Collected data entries
== Segment start ==

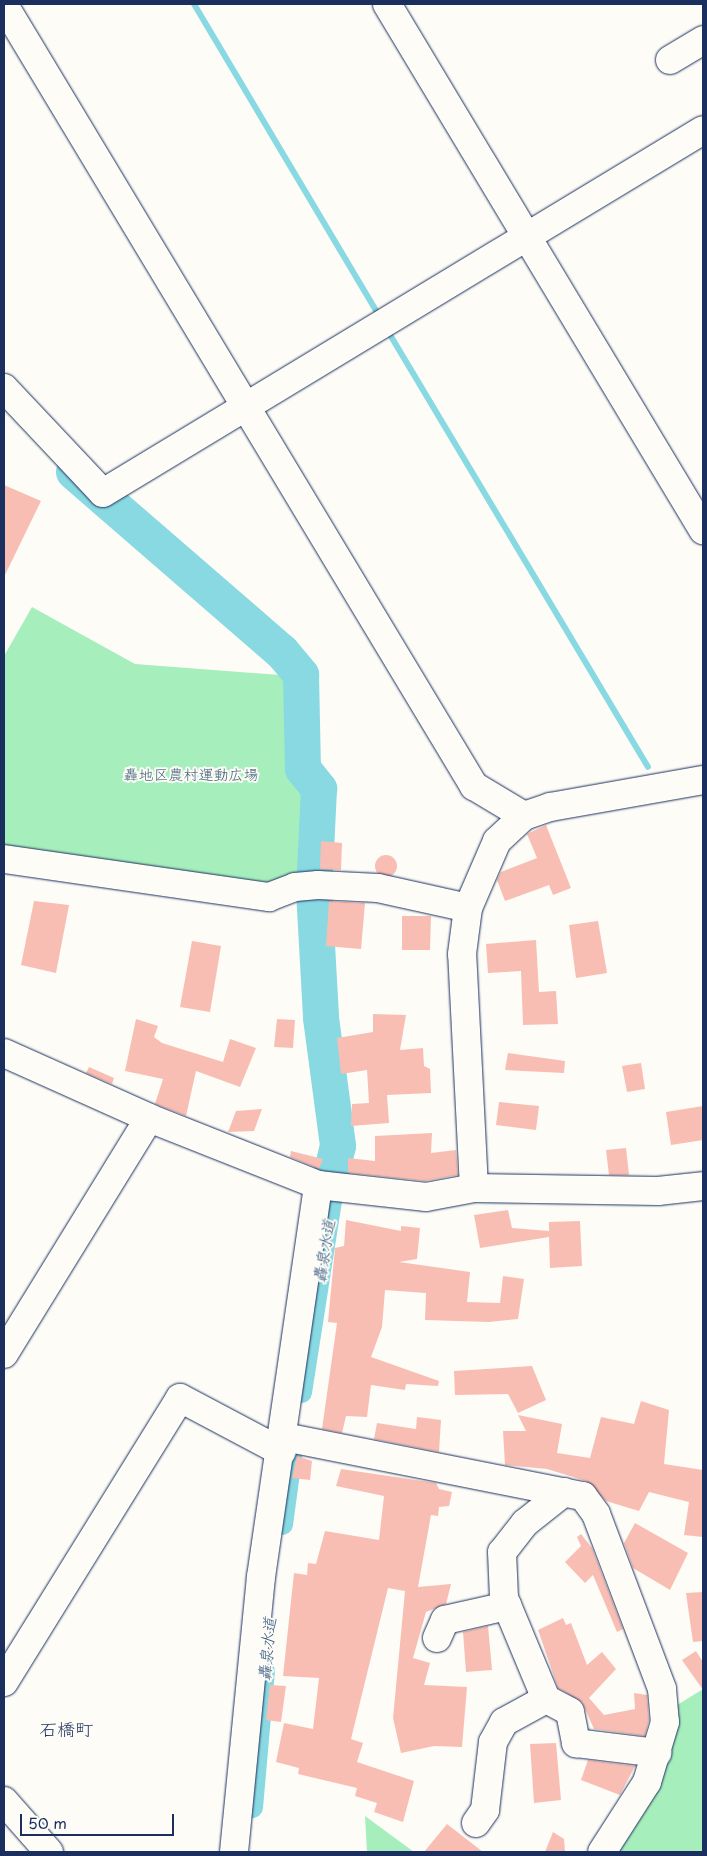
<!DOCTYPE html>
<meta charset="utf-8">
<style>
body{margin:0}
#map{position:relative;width:707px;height:1856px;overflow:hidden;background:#fdfcf7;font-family:"Playpen Sans","Klee One",sans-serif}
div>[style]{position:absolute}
.green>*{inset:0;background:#a6efbc}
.stream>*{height:6px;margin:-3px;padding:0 3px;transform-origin:3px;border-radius:3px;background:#88d9e2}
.canal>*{height:21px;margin:-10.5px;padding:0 10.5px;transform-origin:10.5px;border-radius:10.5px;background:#88d9e2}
.river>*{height:36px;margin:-18px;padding:0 18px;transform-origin:18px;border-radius:18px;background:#88d9e2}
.building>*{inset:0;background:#f9beb3}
.round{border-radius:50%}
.roads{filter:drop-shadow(0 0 1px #1b2f5e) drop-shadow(0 0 1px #1b2f5e)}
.minor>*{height:28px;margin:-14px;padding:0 14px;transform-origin:14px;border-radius:14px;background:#fdfcf7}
span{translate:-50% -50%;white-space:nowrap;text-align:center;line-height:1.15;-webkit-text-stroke:4px #fdfcf7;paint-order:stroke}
.park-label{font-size:15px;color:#3e5f76}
.water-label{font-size:16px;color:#365a7f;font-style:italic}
.quarter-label{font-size:18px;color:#1b2f5e}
.frame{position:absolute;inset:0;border:5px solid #1b2f5e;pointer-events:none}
.scale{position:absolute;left:20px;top:1814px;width:154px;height:22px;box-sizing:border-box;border:2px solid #1b2f5e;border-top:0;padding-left:6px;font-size:15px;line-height:18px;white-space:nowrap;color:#1b2f5e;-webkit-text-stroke:4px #fdfcf7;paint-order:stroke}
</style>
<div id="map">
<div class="green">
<div style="clip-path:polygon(32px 607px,135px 664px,293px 676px,298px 785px,313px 788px,308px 881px,271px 891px,4px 853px,4px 656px)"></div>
<div style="clip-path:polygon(703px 1689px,703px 1852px,609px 1852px,650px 1794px,674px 1741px,674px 1707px)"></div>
<div style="clip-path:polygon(365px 1816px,414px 1852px,367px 1852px)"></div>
</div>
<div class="stream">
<div style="left:194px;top:4px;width:364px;rotate:59.3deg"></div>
<div style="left:386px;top:328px;width:511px;rotate:59.17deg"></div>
</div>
<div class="canal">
<div style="left:301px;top:1392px;width:200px;rotate:-81.1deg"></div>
<div style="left:282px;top:1524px;width:75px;rotate:-82.3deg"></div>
<div style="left:252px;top:1807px;width:137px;rotate:-85deg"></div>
</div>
<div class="river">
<div style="left:74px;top:472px;width:275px;rotate:40.9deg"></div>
<div style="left:282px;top:652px;width:30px;rotate:50deg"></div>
<div style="left:301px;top:675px;width:94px;rotate:88.8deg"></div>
<div style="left:303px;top:769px;width:26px;rotate:51deg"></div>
<div style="left:319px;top:789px;width:102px;rotate:92.8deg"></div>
<div style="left:314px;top:891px;width:127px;rotate:86.8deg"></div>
<div style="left:321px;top:1018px;width:129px;rotate:82.4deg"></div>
<div style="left:338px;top:1146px;width:30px;rotate:104deg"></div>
</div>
<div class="building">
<div style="clip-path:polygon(4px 485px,41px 501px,4px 577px)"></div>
<div style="clip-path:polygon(546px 825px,571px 888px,553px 895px,549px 885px,505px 901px,497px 880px,501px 872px,537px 858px,527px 834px)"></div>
<div style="clip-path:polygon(321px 841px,342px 843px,341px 870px,320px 869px)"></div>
<div class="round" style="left:375px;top:855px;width:22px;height:22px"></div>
<div style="clip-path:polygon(34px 901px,69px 905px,56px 973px,21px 965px)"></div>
<div style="clip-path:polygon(329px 901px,365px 903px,361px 949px,326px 946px)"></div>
<div style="clip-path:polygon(402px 916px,431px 916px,430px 950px,402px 950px)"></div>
<div style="clip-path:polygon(598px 921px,607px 973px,576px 978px,569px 925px)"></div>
<div style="clip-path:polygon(536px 940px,539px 992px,556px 991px,558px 1024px,523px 1025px,521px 971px,488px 973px,486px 944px)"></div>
<div style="clip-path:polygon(192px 941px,221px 946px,210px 1012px,180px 1007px)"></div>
<div style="clip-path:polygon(373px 1014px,406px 1015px,400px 1050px,423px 1048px,424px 1066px,430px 1069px,431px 1093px,387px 1095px,389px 1123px,351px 1126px,352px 1104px,369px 1103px,367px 1070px,341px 1074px,337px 1038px,373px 1032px)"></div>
<div style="clip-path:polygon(136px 1019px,158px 1026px,154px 1037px,162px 1043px,223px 1062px,230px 1039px,256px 1048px,240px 1087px,196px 1071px,186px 1116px,155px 1104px,163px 1079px,125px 1071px)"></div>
<div style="clip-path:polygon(277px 1019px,295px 1020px,293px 1048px,274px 1047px)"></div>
<div style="clip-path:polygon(508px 1053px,565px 1061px,564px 1073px,505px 1070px)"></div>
<div style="clip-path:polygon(641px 1063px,645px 1089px,627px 1092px,622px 1066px)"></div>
<div style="clip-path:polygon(89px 1067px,114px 1078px,112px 1084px,86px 1073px)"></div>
<div style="clip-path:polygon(499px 1102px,539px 1106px,536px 1130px,496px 1125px)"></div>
<div style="clip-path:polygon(703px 1106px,703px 1140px,671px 1145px,666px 1112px)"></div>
<div style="clip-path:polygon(262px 1109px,254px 1131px,228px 1132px,236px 1111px)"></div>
<div style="clip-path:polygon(432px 1133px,431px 1153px,456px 1150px,458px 1175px,425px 1181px,348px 1173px,348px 1158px,375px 1161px,375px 1136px)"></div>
<div style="clip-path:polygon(626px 1148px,629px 1175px,609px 1175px,606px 1150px)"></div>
<div style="clip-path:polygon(291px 1151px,323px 1159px,319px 1169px,290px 1157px)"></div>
<div style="clip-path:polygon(508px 1210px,512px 1228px,549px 1231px,549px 1222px,580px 1221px,582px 1266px,550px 1268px,549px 1237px,480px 1248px,474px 1215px)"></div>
<div style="clip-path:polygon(346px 1220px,401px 1231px,401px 1226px,420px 1228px,417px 1259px,399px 1262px,470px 1272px,467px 1302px,500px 1303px,503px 1276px,524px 1279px,518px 1319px,489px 1322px,425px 1320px,426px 1293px,385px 1290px,382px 1327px,371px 1357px,439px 1381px,438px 1386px,406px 1384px,405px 1390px,371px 1385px,367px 1417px,346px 1416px,342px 1433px,322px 1429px,337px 1323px,328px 1322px,335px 1248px,344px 1246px)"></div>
<div style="clip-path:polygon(532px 1366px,546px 1400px,518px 1413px,508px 1394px,455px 1395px,454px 1371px)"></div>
<div style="clip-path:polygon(641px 1401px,669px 1410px,664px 1464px,703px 1470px,703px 1537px,684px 1535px,689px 1502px,649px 1492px,639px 1511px,606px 1501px,586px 1481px,547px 1469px,505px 1465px,503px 1431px,526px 1431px,518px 1415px,562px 1424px,557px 1453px,590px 1458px,601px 1417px,634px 1424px)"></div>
<div style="clip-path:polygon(417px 1417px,441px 1420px,439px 1452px,374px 1439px,377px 1423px,416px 1429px)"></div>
<div style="clip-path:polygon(297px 1456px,312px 1461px,310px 1480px,292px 1478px)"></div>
<div style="clip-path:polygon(341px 1469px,436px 1483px,439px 1489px,452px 1492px,449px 1506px,439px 1507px,438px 1516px,431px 1515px,418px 1587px,451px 1584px,446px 1604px,426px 1612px,413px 1658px,430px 1663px,424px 1685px,467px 1687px,462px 1747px,434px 1746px,401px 1753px,393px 1718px,405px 1591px,388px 1588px,351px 1739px,363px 1743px,357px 1762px,414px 1781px,403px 1822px,374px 1812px,377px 1803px,355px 1796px,357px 1788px,298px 1774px,299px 1768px,276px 1762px,284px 1723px,313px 1729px,319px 1678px,283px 1676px,294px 1573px,307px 1575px,308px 1563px,316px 1564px,325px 1531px,379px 1540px,384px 1496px,336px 1486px)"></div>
<div style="clip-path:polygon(635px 1523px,688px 1553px,670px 1590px,633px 1568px,624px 1543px)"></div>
<div style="clip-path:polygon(581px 1534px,592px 1548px,623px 1629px,617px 1632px,593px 1575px,585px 1583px,565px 1562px,581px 1546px,577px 1537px)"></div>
<div style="clip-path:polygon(703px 1592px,703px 1641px,693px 1642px,686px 1593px)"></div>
<div style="clip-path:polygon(563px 1618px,566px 1625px,571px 1623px,587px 1665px,602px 1652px,616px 1669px,589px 1698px,604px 1715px,635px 1709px,634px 1693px,647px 1695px,649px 1720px,645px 1736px,594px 1729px,582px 1702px,558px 1688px,538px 1630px)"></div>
<div style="clip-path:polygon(488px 1626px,492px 1670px,466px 1672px,463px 1632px)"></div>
<div style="clip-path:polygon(696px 1651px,703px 1662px,703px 1690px,682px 1660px)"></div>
<div style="clip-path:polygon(270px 1685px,286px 1686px,281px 1722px,266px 1720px)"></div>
<div style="clip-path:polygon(556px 1743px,561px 1800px,534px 1803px,530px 1744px)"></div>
<div style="clip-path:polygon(588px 1760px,635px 1766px,620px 1795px,581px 1780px)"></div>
<div style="clip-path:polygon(447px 1824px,483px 1852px,424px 1852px)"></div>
<div style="clip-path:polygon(553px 1832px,564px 1839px,565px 1852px,545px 1852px)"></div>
</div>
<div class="roads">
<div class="minor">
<div style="left:387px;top:4px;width:614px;rotate:59deg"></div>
<div style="left:4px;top:5px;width:912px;rotate:58.96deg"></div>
<div style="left:474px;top:786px;width:58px;rotate:31deg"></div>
<div style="left:670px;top:60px;width:39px;rotate:-31deg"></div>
<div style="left:4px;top:388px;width:144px;rotate:46.7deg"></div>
<div style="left:103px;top:493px;width:701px;rotate:-31.17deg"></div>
<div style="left:4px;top:859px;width:268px;rotate:8.2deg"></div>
<div style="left:269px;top:897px;width:28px;rotate:-21deg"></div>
<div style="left:295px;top:887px;width:23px;rotate:-5deg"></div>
<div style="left:318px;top:885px;width:60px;rotate:2.9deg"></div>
<div style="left:378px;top:888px;width:92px;rotate:12.5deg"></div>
<div style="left:4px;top:1053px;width:159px;rotate:24.1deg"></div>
<div style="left:149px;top:1118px;width:182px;rotate:21.6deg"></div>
<div style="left:318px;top:1185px;width:109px;rotate:6.3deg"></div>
<div style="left:426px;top:1197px;width:49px;rotate:-10.6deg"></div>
<div style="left:474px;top:1188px;width:184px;rotate:0.9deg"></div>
<div style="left:658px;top:1191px;width:45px;rotate:-6.3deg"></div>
<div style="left:474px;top:1188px;width:234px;rotate:-92.9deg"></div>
<div style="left:462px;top:954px;width:46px;rotate:-82.6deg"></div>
<div style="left:468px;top:908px;width:73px;rotate:-66.6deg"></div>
<div style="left:497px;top:841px;width:37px;rotate:-43deg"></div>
<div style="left:524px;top:816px;width:28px;rotate:-19deg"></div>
<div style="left:550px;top:807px;width:155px;rotate:-10deg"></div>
<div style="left:4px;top:1354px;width:277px;rotate:-58.4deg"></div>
<div style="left:284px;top:1437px;width:305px;rotate:11.2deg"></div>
<div style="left:583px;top:1496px;width:22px;rotate:54deg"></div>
<div style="left:596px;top:1514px;width:187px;rotate:69.3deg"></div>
<div style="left:662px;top:1689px;width:33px;rotate:85deg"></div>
<div style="left:665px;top:1722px;width:63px;rotate:106.7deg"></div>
<div style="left:647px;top:1782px;width:83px;rotate:122.7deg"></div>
<div style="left:564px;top:1492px;width:50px;rotate:141.5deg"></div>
<div style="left:525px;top:1523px;width:37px;rotate:128deg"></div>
<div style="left:502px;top:1552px;width:46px;rotate:87.5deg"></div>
<div style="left:504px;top:1598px;width:109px;rotate:67.4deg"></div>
<div style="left:546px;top:1699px;width:27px;rotate:28deg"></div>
<div style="left:570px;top:1712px;width:32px;rotate:79deg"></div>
<div style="left:576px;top:1743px;width:82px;rotate:7deg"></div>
<div style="left:437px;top:1638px;width:20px;rotate:-66deg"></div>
<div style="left:445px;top:1620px;width:64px;rotate:-12.7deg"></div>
<div style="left:4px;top:1682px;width:334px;rotate:-58.2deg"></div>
<div style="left:180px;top:1398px;width:115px;rotate:27.9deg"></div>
<div style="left:4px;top:1801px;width:68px;rotate:48.6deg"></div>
<div style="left:476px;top:1823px;width:16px;rotate:-55deg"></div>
<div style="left:485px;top:1810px;width:68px;rotate:-83.3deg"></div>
<div style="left:493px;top:1742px;width:23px;rotate:-61deg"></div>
<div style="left:504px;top:1722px;width:48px;rotate:-28.7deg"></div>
<div style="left:234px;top:1852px;width:276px;rotate:-84.4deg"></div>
<div style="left:261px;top:1577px;width:396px;rotate:-81.7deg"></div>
</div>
</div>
<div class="park-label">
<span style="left:191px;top:774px">轟地区農村運動広場</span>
</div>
<div class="water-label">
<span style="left:323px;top:1251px;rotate:-81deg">轟泉水道</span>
<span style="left:266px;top:1649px;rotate:-85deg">轟泉水道</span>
</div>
<div class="quarter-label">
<span style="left:66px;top:1729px">石橋町</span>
</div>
<div class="frame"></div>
<div class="scale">50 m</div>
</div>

== Segment end ==

◆ **WHAT TO DO**
The required output is each line of the entries that contains the word "stream".

◆ **FINAL ANSWER**
.stream>*{height:6px;margin:-3px;padding:0 3px;transform-origin:3px;border-radius:3px;background:#88d9e2}
<div class="stream">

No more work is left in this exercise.